An important limitation to these results is that data was collected during a single spring season. Pollutant concentrations observed may differ in other seasons, particularly for formaldehyde where differences in photochemical activity will affect secondary formation. However, spatial variation should be consistent throughout the year as patterns in source density overall remain relatively unchanged over short time periods. As with all LUR studies, limited data on specific emitters of VOC compounds adds uncertainty to model estimates and likely attenuates associations between observed concentrations and source indicators.

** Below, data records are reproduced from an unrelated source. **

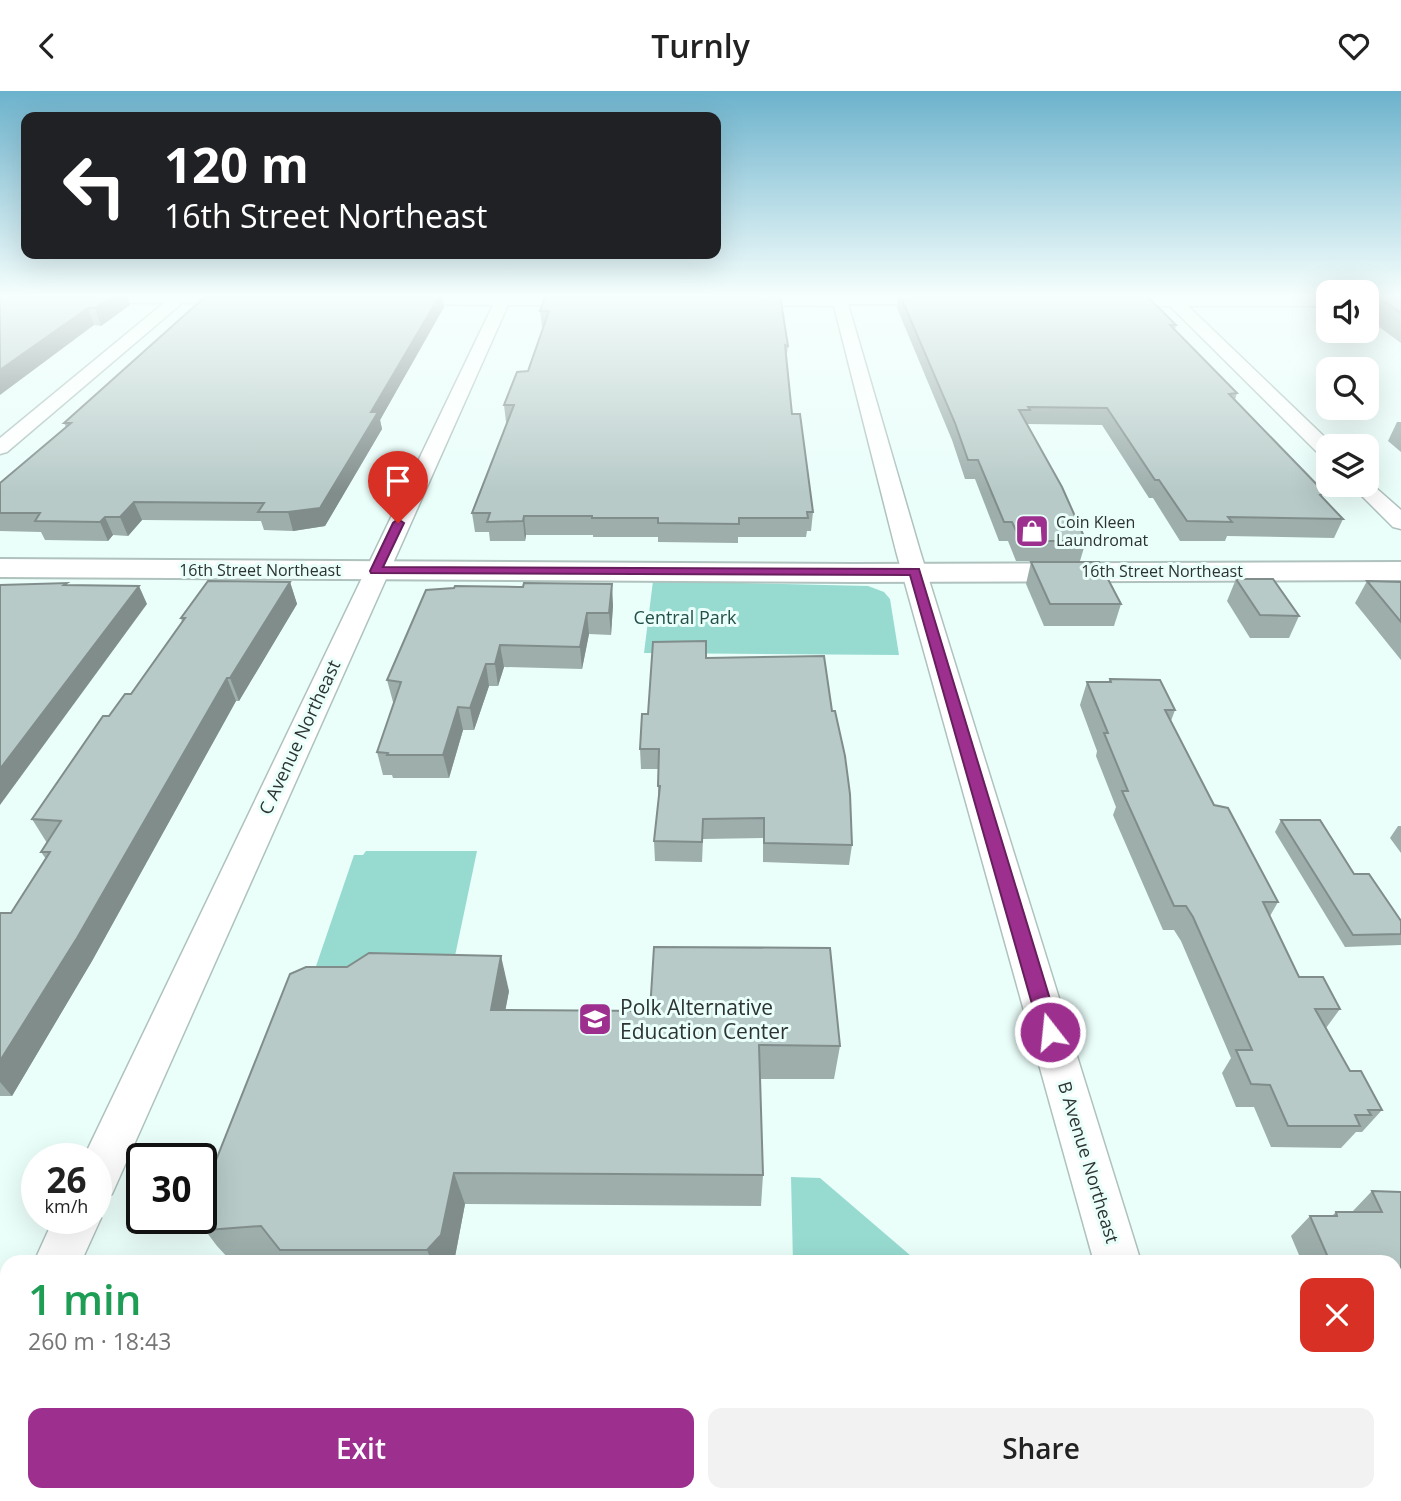 <!DOCTYPE html>
<html lang="en">
<head>
<meta charset="utf-8">
<style>
  body { margin:0; font-family:"Open Sans",sans-serif; background:#f2f2f2; color:#222; height:100vh; display:flex; flex-direction:column; font-size:26px; white-space:nowrap }
  * { box-sizing:border-box; margin:0 }
  p { font-size:23px; color:#767676 }
  .icon { flex:none; width:38px; height:38px; fill:none; stroke:currentColor; stroke-width:2; stroke-linecap:round; stroke-linejoin:round }
  .map { position:relative; flex:1; overflow:hidden }
  .details { position:absolute; left:0px; top:1164px; width:1402px; height:247px; display:flex; flex-direction:column; background:#fff; border-radius:21px 21px 0 0; box-shadow:0 7px 28px #0002 }
  .details>* { flex:none }
  .hud { position:absolute; left:21px; top:21px; width:700px; height:147px; border-radius:14px; box-shadow:0 7px 28px #0002; background:#202124; color:#fff; overflow:hidden }
  .buttons { position:absolute; left:1316px; top:189px; display:grid; gap:14px }
  .buttons a { display:grid; place-items:center; width:63px; height:63px; border-radius:14px; background:#fff; box-shadow:0 7px 28px #0002; font-size:35px }
  .speed { position:absolute; left:21px; top:1052px; display:flex; gap:14px; font-size:35px; font-weight:700; text-align:center }
  .speed>* { display:grid; place-content:center; width:91px; height:91px; border-radius:50%; background:#fff; box-shadow:0 7px 28px #0002; line-height:1 }
  .speed small { font-size:18px; font-weight:400 }
  .speed .limit { border:4px solid #111; border-radius:10px; background:#fff; color:#111 }
  .pin { position:absolute; display:grid; place-items:center; width:60px; height:60px; color:#fff; margin:-72px -30px; border-radius:50% 50% 50% 0; rotate:-45deg; box-shadow:0 0 7px #0007 }
  .pin .icon { rotate:45deg }
  .me { position:absolute; width:77px; margin:-38px; rotate:344deg; stroke-linejoin:round; filter:drop-shadow(0 0 5px #0008) }
  .turn { display:flex; align-items:center; gap:24px; height:147px; padding:0 28px; font-size:32px }
  .turn .icon { width:91px; height:91px; stroke-width:2.5 }
  .turn b { display:block; font-size:49px; line-height:60px }
  .round { display:grid; place-items:center; flex:none; width:74px; height:74px; border-radius:14px; background:#f2f2f2 }
  .headline { display:flex; align-items:center; justify-content:space-between; height:119px; padding:0 28px }
  h1 { font-size:42px; font-weight:600; line-height:52px; color:#1e9e55 }
  .primary-button { display:flex; gap:14px; margin-top:auto; padding:14px 28px }
  .primary-button a { flex:1; height:80px; border-radius:14px; background:#9d2f8e; color:#fff; font-size:28px; font-weight:600; line-height:80px; text-align:center }
  .primary-button a+a { background:#f2f2f2; color:#222 }
  header { display:flex; justify-content:space-between; align-items:center; height:91px; padding:0 28px; background:#fff; font-size:32px; font-weight:600 }
  .map>svg:first-child { display:block }
</style>
</head>
<body>
<header><svg class="icon" aria-label="back" viewBox="0 0 24 24"><path d="M15 5l-7 7 7 7"/></svg>Turnly<svg class="icon" aria-label="heart" viewBox="0 0 24 24"><path d="M12 20l-8-8c-3-5 5-10 8-4 3-6 11-1 8 4z"/></svg></header>
<div class="map">
<svg width="1401" height="1410" viewBox="0 0 1401 1410">
  <rect width="100%" height="100%" fill="#eafefa"/>
  <g fill="#97dbd0">
    <path d="M653 490 868 495 884 501 890 508 899 564 644 562Z"/>
    <path d="M366 760H477L451 884 314 881 354 764H363Z"/>
    <path d="M791 1086 820 1087 918 1171H793Z"/>
    <path d="M144 1404H980L981 1410H142Z"/>
  </g>
  <g fill="none" stroke-linecap="round" stroke-linejoin="round">
    <g stroke="#afc2be" stroke-width="3">
      <g id="street">
        <path d="M0 204H251L254 208 247 212H182L7 361 0 363V347L164 212 0 211Z"/>
        <path d="M512 204 586 206 593 210 586 214H508L112 1103 96 1109V1068H83L493 214 400 213 393 209 400 205Z"/>
        <path d="M831 204 942 205 949 209 942 213H848L920 460 1141 1171H1094L896 460 834 215 740 214 733 210 740 206Z"/>
        <path d="M1161 204 1328 207V215H1188L1334 355H1328V367L1321 365 1170 215 1109 214 1102 210 1109 206Z"/>
        <path d="M1367 389 1401 419V438L1393 436 1351 394H1367Z"/>
        <path d="M96 1116 101 1127 81 1171H34L54 1127H96Z"/>
        <path d="M7 1253V1315L0 1318V1256Z"/>
        <path d="M1161 1404H1215L1218 1410H1162Z"/>
      </g>
    </g>
    <g stroke="#afc2be" stroke-width="4">
      <path id="secondary" d="M0 468 854 473 1401 471V489L854 491 0 486Z"/>
    </g>
    <use href="#street" fill="#fff" fill-rule="evenodd"/>
    <use href="#secondary" fill="#fff" fill-rule="evenodd"/>
  </g>
  <g fill="#9daeab">
    <path d="M0 204 130 214 101 235 94 234Z"/>
    <path d="M207 204H442L444 216 380 329 382 338 325 435 293 440 264 439 261 430 142 429 128 445 113 444 108 450 45 449 41 441 0 440V392L66 336 64 332Z"/>
    <path d="M546 204 788 255 786 270 792 323 813 421 811 440H807L806 446H738V452L658 451V446H593V444H526L525 450H490L489 441H475L472 422 508 331H506L504 314 528 280 543 236H542L540 220Z"/>
    <path d="M898 204H1146L1176 234 1175 239 1237 302 1235 309 1343 428 1334 447 1227 445 1225 450H1180L1153 407H1149L1102 334 1027 333 1086 450 1080 470H1016L1008 450H999L975 388H965L952 349 897 217Z"/>
    <path d="M1367 204H1401V252L1367 227Z"/>
    <path d="M1397 331H1401V361L1388 350Z"/>
    <path d="M1031 471 1121 513 1114 535H1044L1026 493Z"/>
    <path d="M1236 488 1299 525 1289 547H1250L1227 510Z"/>
    <path d="M1367 490 1401 491V569L1355 512Z"/>
    <path d="M290 491 297 513 239 610H236L92 870 12 1005H0V822H11L46 768 41 761 47 752 32 728 109 625 131 603 182 531 181 527Z"/>
    <path d="M613 514 611 544 589 543 582 578 504 576 498 595H489L474 639H463L449 687H393L392 684H383L377 661 394 611H393L387 589Z"/>
    <path d="M706 567 852 754 849 774 763 771V747L703 748 702 771 655 770 654 750 658 711V678H641L640 658 648 623Z"/>
    <path d="M1110 588 1175 619 1171 630 1214 714 1278 811 1270 825 1299 886 1340 918 1326 937 1350 980 1382 1019 1362 1041H1356L1341 1057 1271 1056 1254 1016H1236L1222 982 1231 967 1181 850 1174 839H1163L1113 724 1116 716 1096 665 1097 660 1080 614 1087 591H1108Z"/>
    <path d="M1281 729 1354 783 1401 830V854L1345 856 1275 741Z"/>
    <path d="M1398 735H1401V762L1390 747Z"/>
    <path d="M509 900 505 919 840 955 834 988H760L763 1084 761 1115 465 1113 454 1171H286L281 1165 230 1169 217 1155 196 1127Z"/>
    <path d="M1372 1100 1401 1101V1220L1395 1215V1171H1302L1291 1145 1310 1125H1332L1336 1121H1352Z"/>
    <path d="M1401 1285V1364L1395 1349V1290Z"/>
  </g>
  <g fill="#808d8b">
    <path d="M114 204H127L130 214 101 235 95 217Z"/>
    <path d="M440 204H442L444 216 380 329 382 338 325 435 293 440 288 421 371 321Z"/>
    <path d="M88 217 94 234 0 304V279Z"/>
    <path d="M134 411 142 429 128 445 120 426Z"/>
    <path d="M524 425 526 444 525 450 523 430Z"/>
    <path d="M105 426 113 444 108 450 100 431Z"/>
    <path d="M290 491 297 513 239 610 230 587Z"/>
    <path d="M612 493 613 514 611 544 609 522Z"/>
    <path d="M139 495 147 513 0 714V678Z"/>
    <path d="M587 522 589 543 582 578 580 556Z"/>
    <path d="M500 554 504 576 498 595 495 573Z"/>
    <path d="M486 573 489 595 474 639 470 617Z"/>
    <path d="M227 587 236 610 92 870 12 1005 0 991V970Z"/>
    <path d="M458 616 463 639 449 687 443 664Z"/>
    <path d="M501 865 509 900 499 953 491 919Z"/>
    <path d="M454 1082 465 1113 454 1171H432L427 1159Z"/>
  </g>
  <g fill="#b7cac7" stroke="#808d8b" stroke-width="2">
    <path d="M0 204H114L95 217H88L0 279Z"/>
    <path d="M207 204H440L371 321H378L320 417 288 421H258L264 412 134 411 120 426H105L100 431 35 430 40 422H0V392L71 332H64Z"/>
    <path d="M546 204H780L788 255 785 254 792 323H800L813 421H807L808 427H739V433L658 432V427H592V425H524L523 430 487 431 490 422H472L514 314H504L517 281 528 280 549 220H540Z"/>
    <path d="M900 204H1146L1176 234H1170L1237 302 1229 303 1325 402 1320 404 1343 428 1228 426 1232 431 1187 430 1159 389H1155L1107 317 1028 316 1030 319H1019L1062 396 1086 450H1021L1012 431H1004L978 369H968L955 332Z"/>
    <path d="M1375 204H1401V222Z"/>
    <path d="M1031 471H1099L1121 513H1050Z"/>
    <path d="M1236 488H1273L1299 525 1260 524Z"/>
    <path d="M208 490 290 491 230 587H227L77 847 0 970V822H11L50 761H41L61 730 32 728 103 625H109L125 603H131L185 527H181Z"/>
    <path d="M1367 490 1401 491V531Z"/>
    <path d="M67 492 64 494 139 495 0 678V494Z"/>
    <path d="M524 492 612 493 609 522H587L580 556 500 554 495 573H486L470 617 458 616 443 664H387L388 662 377 661 401 591 387 589 426 499 454 497 455 495 518 496H523Z"/>
    <path d="M706 550V567L824 565 832 620H835L845 665 850 703 852 754 764 752V727L703 728 702 751 654 750 660 695H658L659 658H640L642 623H648L653 551Z"/>
    <path d="M1110 588 1160 589 1175 619H1165L1214 714 1228 717 1278 811H1263L1299 886H1323L1340 918H1315L1350 980H1361L1382 1019H1368L1371 1024H1355L1360 1035H1288L1270 994 1251 993 1236 959H1252L1193 826 1186 815H1174L1122 700H1128L1104 642H1108L1087 591H1111Z"/>
    <path d="M1281 729H1320L1354 783H1369L1401 830V843L1353 844Z"/>
    <path d="M654 856 830 857 840 955 759 954 763 1084 454 1082 441 1144 427 1159H280L261 1135 207 1139 196 1127H201V1107L290 883 306 876H347L369 862 501 865 491 919 650 920Z"/>
    <path d="M1372 1100 1401 1101V1192H1395V1171H1330L1310 1125H1337L1336 1121H1382Z"/>
  </g>
  <linearGradient id="sky" x2="0" y2="1"><stop stop-color="#6cb2cc"/><stop offset="0.51" stop-color="#f6fffd"/><stop offset="1" stop-color="#f6fffd" stop-opacity="0"/></linearGradient>
  <rect width="1401" height="402" fill="url(#sky)"/>
  <path fill="#9d2f8e" stroke="#661f5c" stroke-width="2" d="M398 428 404 432 383 476 919 478 1060 941 1057 947 1050 949 1043 947 1040 941 910 484 371 482 370 480 393 432Z"/>
  <defs>
    <g id="shop-square" transform="scale(1.75)"><rect x="-9" y="-9" width="18" height="18" rx="4" fill="#9d2f8e" stroke="#eafefa"/><path d="M-5-2.5h2.3a2.7 3.5 0 0 1 5.4 0H5L5.5 6h-11ZM-1.5-2.5h3a1.5 2.3 0 0 0-3 0Z" fill="#fff"/></g>
    <g id="school-square" transform="scale(1.75)"><rect x="-9" y="-9" width="18" height="18" rx="4" fill="#9d2f8e" stroke="#eafefa"/><path d="M0-5L7-2L0 1L-7-2ZM-4 1L0 2.5L4 1V4Q0 6-4 4Z" fill="#fff"/></g>
  </defs>
  <g fill-rule="evenodd">
    <use href="#shop-square" x="1032" y="440"/>
    <use href="#school-square" x="595" y="928"/>
  </g>
  <g text-anchor="middle" dominant-baseline="central" stroke-width="6" stroke-linejoin="round" paint-order="stroke">
    <g font-size="16" fill="#2c3332" stroke="#eafefa" text-anchor="start">
      <text x="1056" y="431">Coin Kleen<tspan x="1056" dy="18">Laundromat</tspan></text>
    </g>
    <g font-size="16" fill="#2c3332" stroke="#eafefa">
      <text x="260" y="479">16th Street Northeast</text>
      <text x="1162" y="480">16th Street Northeast</text>
    </g>
    <g font-size="18" fill="#244f49" stroke="#eafefa">
      <text x="685" y="526">Central Park</text>
    </g>
    <g font-size="18" fill="#2c3332" stroke="#eafefa">
      <text transform="translate(299 646) rotate(-65)">C Avenue Northeast</text>
      <text transform="translate(1089 1071) rotate(73)">B Avenue Northeast</text>
    </g>
    <g font-size="21" fill="#2c3332" stroke="#eafefa" text-anchor="start">
      <text x="620" y="916">Polk Alternative<tspan x="620" dy="24">Education Center</tspan></text>
    </g>
  </g>
</svg>
<div class="buttons">
<a><svg class="icon" aria-label="sound" viewBox="0 0 24 24"><path d="M4 9h4l5-4v14l-5-4H4zM17 9q2 3 0 6"/></svg></a>
<a><svg class="icon" aria-label="search" viewBox="0 0 24 24"><circle cx="10" cy="10" r="6"/><path d="M15 15l6 6"/></svg></a>
<a><svg class="icon" aria-label="layers" viewBox="0 0 24 24"><path d="M12 4l9 5-9 5-9-5zM3 14l9 5 9-5"/></svg></a>
</div>
<div class="speed"><div>26<small>km/h</small></div><div class="limit">30</div></div>
<div class="pin" style="left:398px;top:432px;background:#d93025"><svg class="icon" aria-label="arrive" viewBox="0 0 24 24"><path d="M6 21V4h12l-3 4 3 4H6"/></svg></div>
<svg class="me" style="left:1050px;top:941px" viewBox="-20 -20 40 40"><circle r="17" fill="#9d2f8e" stroke="#fff" stroke-width="3"/><path d="M0-11L8 9 0 5-8 9z" fill="#fff"/></svg>
<div class="hud">
<div class="turn"><svg class="icon" aria-label="left" viewBox="0 0 24 24"><path d="M17 20v-9H6M10 6l-5 5 5 5"/></svg><div><b>120 m</b>16th Street Northeast</div></div>
</div>
<section class="details">
<div class="headline"><div><h1>1 min</h1><p>260 m · 18:43</p></div><a class="round" style="background:#d93025;color:#fff"><svg class="icon" aria-label="close" viewBox="0 0 24 24"><path d="M6 6l12 12M18 6L6 18"/></svg></a></div>
<div class="primary-button"><a>Exit</a><a>Share</a></div>
</section>
</div>
</body>
</html>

These findings, and those from prior saturation sampling and land-use regression studies conducted in New York City (Clougherty et al. submitted 2012, [19, 37]), indicate many of the neighborhoods impacted by high levels of PM2.5 and NO2 exposure may also experience high levels of benzene, BTEX and formaldehyde. High traffic density contributes to higher levels of both criteria and toxic pollutants evaluated here while areas of high building density are associated with high PM2.5 and formaldehyde levels. Because most studies of intra-urban spatial variation in air pollution exposures have focused on criteria pollutants, characterizing spatial patterns of exposure to common urban air toxics will be valuable in elucidating the health effects of individual pollutants in common pollutant mixtures [54] as well as development of emissions reduction strategies that maximize health benefits.

Conclusions

In this analysis we used high density air quality monitoring and land-use regression methods to estimate variability in ambient exposures to benzene, BTEX compounds, and formaldehyde in New York City. We found significant intra-urban spatial variability in all compounds. Indicators of motor vehicle traffic, solvent usage, and stationary source combustion explained much of the variability in concentrations of these air toxics. Many of the same neighborhoods identified by prior studies as being impacted by high levels of criteria air pollutants are also found to have relatively higher levels of these common air toxics due to shared local sources. Characterization of these spatial patterns in air toxics will help improve understanding of the health effects of individual pollutants in complex urban air pollution mixtures and develop targeted air quality management strategies that reduce health disparities in pollutant-attributable adverse health outcomes.